削り出しの作業を大方終えたところで、その手触りを確かめるために、彼のリングを自分の指に合わせてみた。
手に伝わってくるプラチナの確かな質量が心地よい。
とても繊細なシルエットではあるけれど、大地とつながるような頼もしさがあるのは、たっぷりと地金を使って仕立てているからだろう。
すっきり細身のプラチナリング。
ずっとつけていたくなる1本だなと、夏の陽光を浴びたシダの葉のそばで眺めながら、しみじみと思った。
実のところ、わたし自身もシンプルですっきりとしたデザインのものが大好きで、毎日身につけるものは特に、手触りや着け心地を大切にしている。
たとえば服などでは、着ていて気持ちいいと思えるものばかりを、つい繰り返し選んでしまうのだ。
何十年もの時間を共にする結婚指輪なら、なおさら身近な存在になるに違いない。
「普段、装飾品をつける機会がないもので」と、デザインの相談をしている際に彼がそう言ってくれたことをよく覚えている。

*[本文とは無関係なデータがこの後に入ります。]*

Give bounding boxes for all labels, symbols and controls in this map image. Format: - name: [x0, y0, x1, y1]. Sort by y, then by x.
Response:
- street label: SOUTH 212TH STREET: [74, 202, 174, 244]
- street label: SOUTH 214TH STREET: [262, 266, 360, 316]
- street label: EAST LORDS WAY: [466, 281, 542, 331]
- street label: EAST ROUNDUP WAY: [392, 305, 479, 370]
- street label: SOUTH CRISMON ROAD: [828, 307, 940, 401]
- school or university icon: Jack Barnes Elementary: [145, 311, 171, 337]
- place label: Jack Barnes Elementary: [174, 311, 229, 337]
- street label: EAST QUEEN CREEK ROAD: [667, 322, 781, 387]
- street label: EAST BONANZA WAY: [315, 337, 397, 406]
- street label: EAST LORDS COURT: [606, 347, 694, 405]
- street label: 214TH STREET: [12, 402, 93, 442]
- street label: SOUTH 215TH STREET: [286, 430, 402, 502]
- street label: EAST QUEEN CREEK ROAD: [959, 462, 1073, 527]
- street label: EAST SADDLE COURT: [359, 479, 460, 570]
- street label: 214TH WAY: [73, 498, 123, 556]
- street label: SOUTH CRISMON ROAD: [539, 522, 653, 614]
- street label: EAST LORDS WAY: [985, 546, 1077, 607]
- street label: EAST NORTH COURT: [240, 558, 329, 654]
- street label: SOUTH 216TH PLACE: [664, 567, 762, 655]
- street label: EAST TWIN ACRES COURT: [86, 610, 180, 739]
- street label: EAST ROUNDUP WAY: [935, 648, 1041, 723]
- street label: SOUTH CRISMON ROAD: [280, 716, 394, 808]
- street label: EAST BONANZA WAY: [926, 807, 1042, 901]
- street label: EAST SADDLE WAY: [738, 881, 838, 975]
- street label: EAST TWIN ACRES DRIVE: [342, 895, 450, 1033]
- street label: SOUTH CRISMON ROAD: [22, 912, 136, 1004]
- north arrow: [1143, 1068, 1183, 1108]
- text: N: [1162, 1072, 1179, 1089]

植物のように、ここにあることが自然で、親密に感じられる存在ならどうだろう。
そのようなおふたりのリングの姿を思い描きながら、日々作業机に向かっている。

それにしても、一度形を整えたものに大きな力を加えることは、なかなか勇気がいるものだ。
アウトラインをじっくりと確かめたあと、次の工程へ進むことにした。
思い切りよく、新しい扉を開くように。
リングを鉄の枠にあて、添え木と木槌で叩きながら、緩やかなカーブをつけていく。
こうすると、リングの中に、なめらかな“流れ”が生まれるのだ。
リズミカルなラインが、繊細なリングに力強さを与えてくれる。
そして実際に、叩くたびにプラチナも硬くなっていく。
少しずつ、少しずつ。
コンコン、コンコン。

作業がひと段落したところで、ようやくアトリエから出てみることにした。
暑い夏の散歩は、早朝や夕暮れ時に限る。
夜明けにはオレンジ色に染まる雲を見たし、日暮れ前には、海から空へと広がるグラデーションを眺めることができた。
日も短くなってきたが、出会う色彩は毎日新しい。
スイカやパッションフルーツも本当に美味しいけれど、梨やさつまいもも楽しみすぎる。
ハイビスカスはずっと元気で、そろそろ彼岸花も。
暮らしの中で出会う何気ない喜びを分かち合える誰かがそばにいると、日々はあたたかな時間に包まれるのだろうと思う。